Who’s That Man? Mifune at 100

Who’s That Man? Mifune at 100

Everyone remembers their first time with Toshiro Mifune. With almost anyone else, such a first would be recollected with a shrug or a casual “it was . . . fine.” But Mifune induces delirious and perfect recall: of him flat on a haystack in Sanjuro, rolling in the mud in Rashomon, hotly tucked in a train bathroom in High and Low. In severe cases, numbers enter the conversation, as in: let’s rank all sixteen Mifune-Kurosawa collaborations, or “he’s like a seven in his early noirs but a solid nine in Yojimbo.” That Mifune still prompts such possessiveness might seem a little excessive. I said so to a friend, who informed me that the only acceptable and human response to Mifune is to want him supine.

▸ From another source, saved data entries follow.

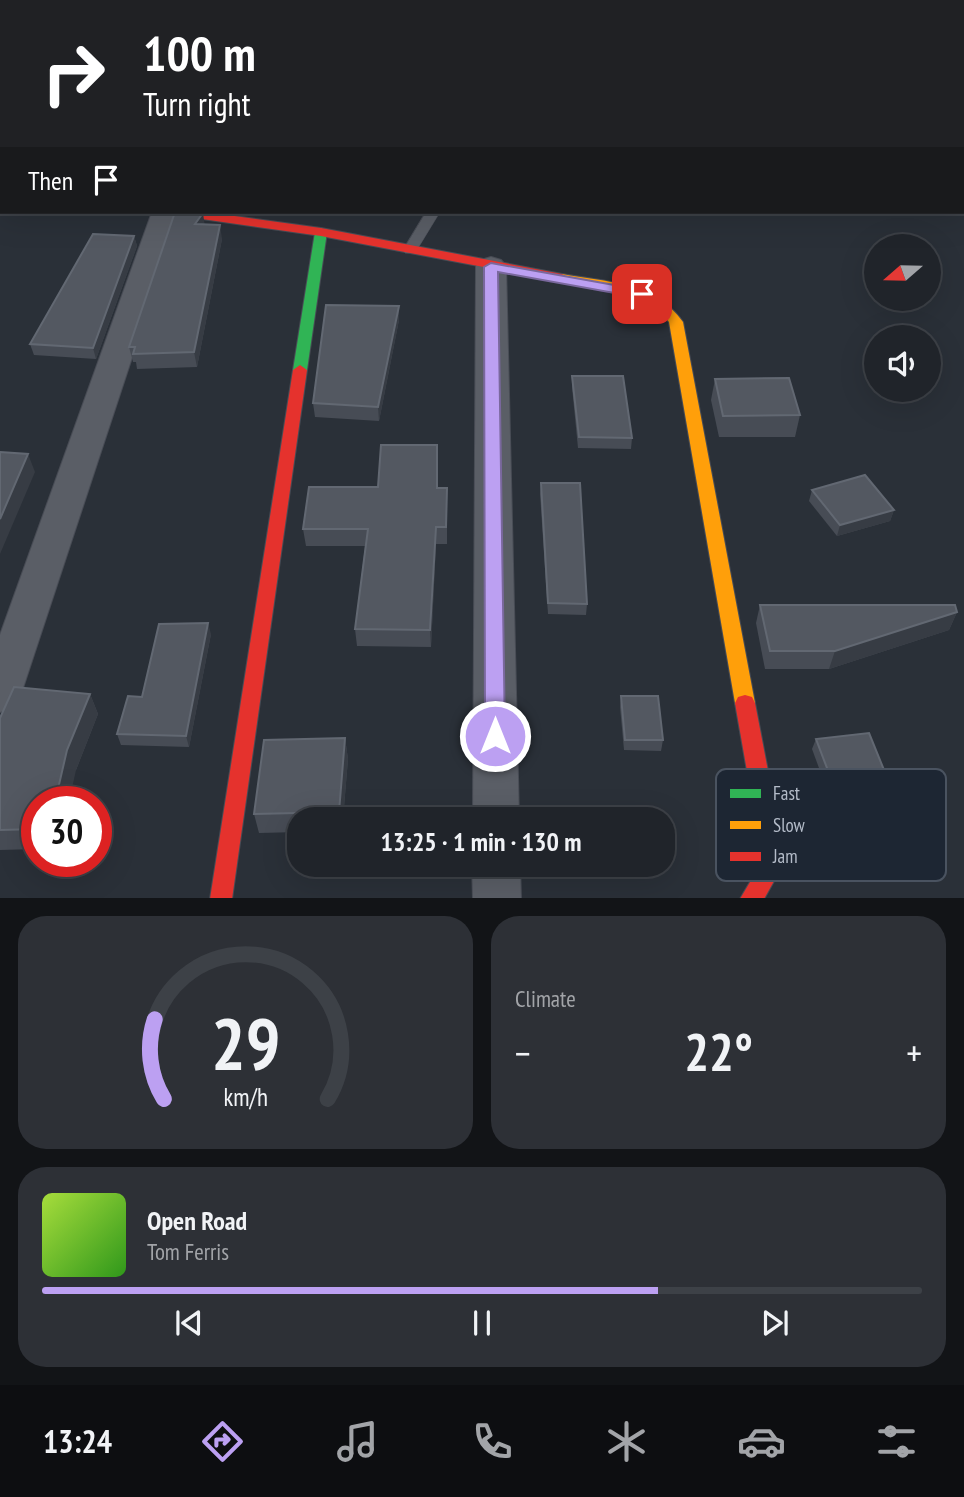 <!DOCTYPE html>
<html lang="en">
<head>
<meta charset="utf-8">
<style>
  :root { --surface:#20242a; --page:#2d3036; --text:#f1f3f6; --muted:#a2a4a8; --line:#3d4147; --accent:#bca0f2 }
  body { margin:0; font-family:"PT Sans Narrow",sans-serif; background:var(--page); color:var(--text); height:100vh; display:flex; flex-direction:column; font-size:26px; white-space:nowrap }
  * { box-sizing:border-box; margin:0 }
  p { font-size:23px; color:var(--muted) }
  .icon { flex:none; width:38px; height:38px; fill:none; stroke:currentColor; stroke-width:2; stroke-linecap:round; stroke-linejoin:round }
  .map { position:relative; height:898px; overflow:hidden }
  .drawer { display:flex; flex-direction:column; gap:18px; padding:18px; background:#121417; flex:1 }
  .drawer>* { flex:none }
  .top-card { position:absolute; left:0px; top:0px; width:964px; height:214px; box-shadow:0 7px 28px #0002,0 0 0 2px var(--line); background:#202124; color:#fff; overflow:hidden }
  .needle { width:46px; rotate:250deg }
  .fabs { position:absolute; left:864px; top:234px; display:grid; gap:14px }
  .fabs a { display:grid; place-items:center; width:77px; height:77px; border-radius:50%; background:var(--surface); box-shadow:0 7px 28px #0002,0 0 0 2px var(--line); font-size:35px }
  .speed { position:absolute; left:21px; top:786px; display:flex; gap:14px; font-size:35px; font-weight:700; text-align:center }
  .speed>* { display:grid; place-content:center; width:91px; height:91px; border-radius:50%; background:var(--surface); box-shadow:0 7px 28px #0002,0 0 0 2px var(--line); line-height:1 }
  .speed .limit { border:10px solid #d22; background:#fff; color:#111 }
  .pin { position:absolute; display:grid; place-items:center; width:60px; height:60px; color:#fff; margin:-30px; border-radius:14px; box-shadow:0 4px 10px #0006 }
  .me { position:absolute; width:77px; margin:-38px; rotate:0deg; stroke-linejoin:round; filter:drop-shadow(0 0 5px #0008) }
  .turn { display:flex; align-items:center; gap:24px; height:147px; padding:0 28px; font-size:32px }
  .turn .icon { width:91px; height:91px; stroke-width:2.5 }
  .turn b { display:block; font-size:49px; line-height:60px }
  .then { display:flex; align-items:center; height:66px; padding:0 28px; background:#0003; gap:14px; font-size:26px }
  .big { font-size:52px; font-weight:800; line-height:1.1 }
  .drawer .widget { flex:1; display:flex; flex-direction:column; justify-content:center; gap:10px; min-width:0; padding:0 24px; border-radius:28px; background:var(--page) }
  .drawer .dial { align-items:center; gap:0 }
  .dial svg { height:182px; overflow:visible; fill:none; stroke:var(--line); stroke-width:7; stroke-linecap:round; text-anchor:middle }
  .dial text { fill:var(--text); stroke:none }
  .song { display:flex; align-items:center; gap:21px }
  .cover { width:84px; height:84px; border-radius:10px; background:linear-gradient(135deg,hsl(80 70% 55%),hsl(110 70% 35%)) }
  .played { height:7px; border-radius:4px; background:linear-gradient(90deg,var(--accent) 70%,var(--line) 70%) }
  .keys { display:flex; justify-content:space-around; direction:ltr }
  .heat { display:flex; justify-content:space-between; align-items:center; font-size:38px; direction:ltr }
  .drawer .tiles { flex:1; display:grid; gap:18px; grid-template-columns:1fr 1fr }
  .widget:last-child { grid-column:span 2 }
  .trip { position:absolute; left:287px; top:807px; width:388px; height:70px; border-radius:28px; background:var(--surface); box-shadow:0 7px 28px #0002,0 0 0 2px var(--line); font-weight:800; line-height:70px; text-align:center }
  .dock { display:flex; height:112px; justify-content:space-around; align-items:center; background:#0d0e11; color:var(--muted) }
  .dock .icon { width:49px; height:49px }
  .dock .current { color:var(--accent) }
  .dock b { font-size:32px; color:var(--text) }
  .map>svg:first-child { display:block }
  .lines { fill:none; stroke-linecap:round; stroke-linejoin:round }
  .lane-casing { stroke:#484c55; stroke-width:1 }
  .street-casing { stroke:#484c55; stroke-width:2 }
  .fast-casing { stroke:#484c55; stroke-width:2 }
  .slow-casing { stroke:#484c55; stroke-width:2 }
  .jam-casing { stroke:#484c55; stroke-width:2 }
  .lane { fill:#5a5e66; fill-rule:evenodd }
  .street { fill:#5a5e66; fill-rule:evenodd }
  .fast { fill:#30b455; fill-rule:evenodd }
  .slow { fill:#ff9f0a; fill-rule:evenodd }
  .jam { fill:#e5322d; fill-rule:evenodd }
  .wall { fill:#474c55 }
  .shaded-wall { fill:#373c44 }
  .building { fill:#535861; stroke:#626872; stroke-width:2 }
  .route { fill:#bca0f2; stroke:#7a689d; stroke-width:2 }
  .key { fill:#1d2633; stroke:#4a5360; stroke-width:2 }
  .key-label { font-size:19px; fill:#b4bcc9 }
</style>
</head>
<body>
<div class="map">
<svg width="964" height="899" viewBox="0 0 964 899">
  <rect width="100%" height="100%" fill="#2a3038"/>
  <g class="lines">
    <g class="lane-casing">
      <path id="lane" d="M426 212H440L415 253H405L403 250Z"/>
    </g>
    <g class="street-casing">
      <g id="street">
        <path d="M0 195 2 212 10 213 0 215Z"/>
        <path d="M152 212H180L21 694 15 707 0 712V635Z"/>
        <path d="M491 257 501 260 506 266 519 819H473L476 266 481 260Z"/>
        <path d="M472 864H520L521 899H473Z"/>
      </g>
    </g>
    <g class="fast-casing">
      <path id="fast" d="M321 228 327 232 307 370 300 375 293 370 315 232Z"/>
    </g>
    <g class="slow-casing">
      <path id="slow" d="M562 274C606 282 655 282 683 322L755 703 752 709 745 711 738 709 735 703 669 322C643 287 596 290 557 281V275Z"/>
    </g>
    <g class="jam-casing">
      <g id="jam">
        <path d="M175 212H206L321 228 562 274 569 278 562 282 321 236 181 216Z"/>
        <path d="M300 365 307 370 232 899H210L293 370Z"/>
        <path d="M745 695 752 697 755 703 781 839 774 881 764 899H740L753 877 759 839 735 703 738 697Z"/>
      </g>
    </g>
    <use href="#lane" class="lane"/>
    <use href="#street" class="street"/>
    <use href="#fast" class="fast"/>
    <use href="#slow" class="slow"/>
    <use href="#jam" class="jam"/>
  </g>
  <g class="wall">
    <path d="M205 224 222 239 197 367 137 369 136 362H133L129 347Z"/>
    <path d="M134 236 137 246 96 359 34 355 30 344Z"/>
    <path d="M399 320 379 421 315 417 313 403Z"/>
    <path d="M572 376 632 438 631 449 578 448 572 387Z"/>
    <path d="M715 379 800 415 795 437H719L711 400Z"/>
    <path d="M437 445V488L447 505V544H436L431 647 357 646 355 629 365 546H306L303 529 378 487Z"/>
    <path d="M541 483 587 604 586 615 548 614 540 494Z"/>
    <path d="M812 490 894 510 890 521 837 536 809 501Z"/>
    <path d="M760 605 957 612 949 630 829 669H765L756 623Z"/>
    <path d="M211 634 189 747 121 745 117 734 142 697Z"/>
    <path d="M90 694 98 714 76 770 37 802V849L0 850V718Z"/>
    <path d="M621 696 663 740 661 751 624 750 620 707Z"/>
    <path d="M345 738 348 759 343 819H299V832L259 833 254 814Z"/>
    <path d="M816 739 884 770 880 781 826 787 812 749Z"/>
  </g>
  <g class="shaded-wall">
    <path d="M203 213 205 227 195 224Z"/>
    <path d="M220 225 222 239 197 367 194 352Z"/>
    <path d="M134 236 137 246 96 359 93 348Z"/>
    <path d="M399 306V320L379 421 378 407Z"/>
    <path d="M28 454 35 472 0 554V519Z"/>
    <path d="M894 510 890 521 837 536 840 525Z"/>
    <path d="M436 527V544L431 647 430 630Z"/>
    <path d="M957 612 949 630 829 669 835 651Z"/>
    <path d="M208 623 211 634 189 747 186 736Z"/>
    <path d="M90 694 98 714 76 770 69 802H55L67 750Z"/>
    <path d="M345 738 348 759 343 819H340L339 812Z"/>
  </g>
  <g class="building">
    <path d="M175 212 203 213 195 224 220 225 194 352 133 354 135 347H129Z"/>
    <path d="M93 234 134 236 93 348 30 344Z"/>
    <path d="M326 305 399 306 378 407 313 403Z"/>
    <path d="M572 376H623L632 438 579 437Z"/>
    <path d="M789 378 800 415 723 416 715 379Z"/>
    <path d="M381 445H437V488H447L446 527H436L430 630 355 629 368 529H303L309 487H378Z"/>
    <path d="M0 452 28 454 0 519Z"/>
    <path d="M865 475 894 510 840 525 812 490Z"/>
    <path d="M541 483H580L587 604 548 603Z"/>
    <path d="M760 605H955L957 612 835 651H770Z"/>
    <path d="M208 623 186 736 117 734 128 696 142 697 159 624Z"/>
    <path d="M14 687 90 694 67 750 55 802H37V829L0 830V718Z"/>
    <path d="M621 696H658L663 740H625Z"/>
    <path d="M869 733 884 770 830 776 816 739Z"/>
    <path d="M345 738 339 812 254 814 264 740Z"/>
  </g>
  <path class="route" d="M491 263 642 290 648 294 642 298 498 272 505 736 502 742 495 745 488 742 485 736 484 267Z"/>
  <rect x="716" y="769" width="230" height="112" rx="10" class="key"/>
  <rect x="730" y="789" width="31" height="9" fill="#30b455"/>
  <rect x="730" y="821" width="31" height="8" fill="#ff9f0a"/>
  <rect x="730" y="852" width="31" height="9" fill="#e5322d"/>
  <g class="key-label">
    <text x="773" y="800">Fast</text>
    <text x="773" y="832">Slow</text>
    <text x="773" y="863">Jam</text>
  </g>
</svg>
<div class="fabs">
<a><svg class="needle" viewBox="-14 -14 28 28"><path d="M0-13l5 13h-10z" fill="#e53935"/><path d="M0 13l5-13h-10z" fill="#a2a4a8"/></svg></a>
<a><svg class="icon" aria-label="sound" viewBox="0 0 24 24"><path d="M4 9h4l5-4v14l-5-4H4zM17 9q2 3 0 6"/></svg></a>
</div>
<div class="speed"><div class="limit">30</div></div>
<div class="pin" style="left:642px;top:294px;background:#d93025"><svg class="icon" aria-label="arrive" viewBox="0 0 24 24"><path d="M6 21V4h12l-3 4 3 4H6"/></svg></div>
<svg class="me" style="left:495px;top:736px" viewBox="-20 -20 40 40"><circle r="17" fill="#bca0f2" stroke="#fff" stroke-width="3"/><path d="M0-11L8 9 0 5-8 9z" fill="#fff"/></svg>
<div class="trip">13:25 · 1 min · 130 m</div>
<div class="top-card">
<div class="turn"><svg class="icon" aria-label="right" viewBox="0 0 24 24"><path d="M7 20v-9h11M14 6l5 5-5 5"/></svg><div><b>100 m</b>Turn right</div></div>
<div class="then">Then<svg class="icon" aria-label="arrive" viewBox="0 0 24 24"><path d="M6 21V4h12l-3 4 3 4H6"/></svg></div>
</div>
</div>
<section class="drawer">
<div class="tiles">
<div class="widget dial"><svg viewBox="0 0 100 80">
<path d="M14 69A42 42 0 1 1 86 69"/>
<path d="M14 69A42 42 0 0 1 10 34" stroke="#bca0f2"/>
<text x="50" y="56" font-size="32" font-weight="700">29</text>
<text x="50" y="72" font-size="11">km/h</text>
</svg></div>
<div class="widget"><p>Climate</p>
<div class="heat"><a>−</a><b class="big">22°</b><a>+</a></div>
</div>
<div class="widget">
<div class="song"><i class="cover"></i><div><b>Open Road</b><p>Tom Ferris</p></div></div>
<div class="played"></div>
<div class="keys"><svg class="icon" aria-label="previous" viewBox="0 0 24 24"><path d="M18 5L8 12l10 7zM5 5v14"/></svg><svg class="icon" aria-label="pause" viewBox="0 0 24 24"><path d="M8 5v14M16 5v14"/></svg><svg class="icon" aria-label="next" viewBox="0 0 24 24"><path d="M6 5l10 7-10 7zM19 5v14"/></svg></div>
</div>
</div>
</section>
<nav class="dock">
<b>13:24</b>
<svg class="icon current" aria-label="directions" viewBox="0 0 24 24"><path d="M12 3l9 9-9 9-9-9zM9 14v-3h6M13 9l2 2-2 2"/></svg>
<svg class="icon" aria-label="music" viewBox="0 0 24 24"><path d="M9 18V5l10-2v13"/><circle cx="6" cy="18" r="3"/><circle cx="16" cy="16" r="3"/></svg>
<svg class="icon" aria-label="phone" viewBox="0 0 24 24"><path d="M5 4h4l2 5-3 2q2 4 5 5l2-3 5 2v4C11 20 4 13 5 4z"/></svg>
<svg class="icon" aria-label="climate" viewBox="0 0 24 24"><path d="M12 3v18M4 7l16 10M4 17L20 7"/></svg>
<svg class="icon" aria-label="car" viewBox="0 0 24 24"><path d="M5 17H2v-5l4-1 3-4h7l3 4 3 1v5h-3M9 17h6M6 11h13"/><circle cx="7" cy="17" r="2"/><circle cx="17" cy="17" r="2"/></svg>
<svg class="icon" aria-label="filters" viewBox="0 0 24 24"><path d="M4 7h16M4 17h16"/><circle cx="9" cy="7" r="2"/><circle cx="15" cy="17" r="2"/></svg>
</nav>
</body>
</html>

For most of the past century, when people thought of a Japanese man, they saw Toshiro Mifune. A samurai, in the world’s eyes, has Mifune’s fast wrists, his scruff, his sidelong squint. Postwar Japanese cinema—led by Kurosawa, Mizoguchi, Naruse, Ozu, Kobayashi—featured many men who were bores and disappointments, and actors such as Chishu Ryu, Tatsuya Nakadai, and Takashi Shimura infused that stoop of failure with inevitability, resonance, depth. Mifune, meanwhile, embodied a different kind of failure, one that looked sexy. He may have played warriors, but they weren’t typical heroes: they threw tantrums and fits, accidentally slipped off mangy horses, yawned, scratched, chortled, and lazed. But when he extended his right arm, quick and low with a blade, he somehow summoned the tone of epics.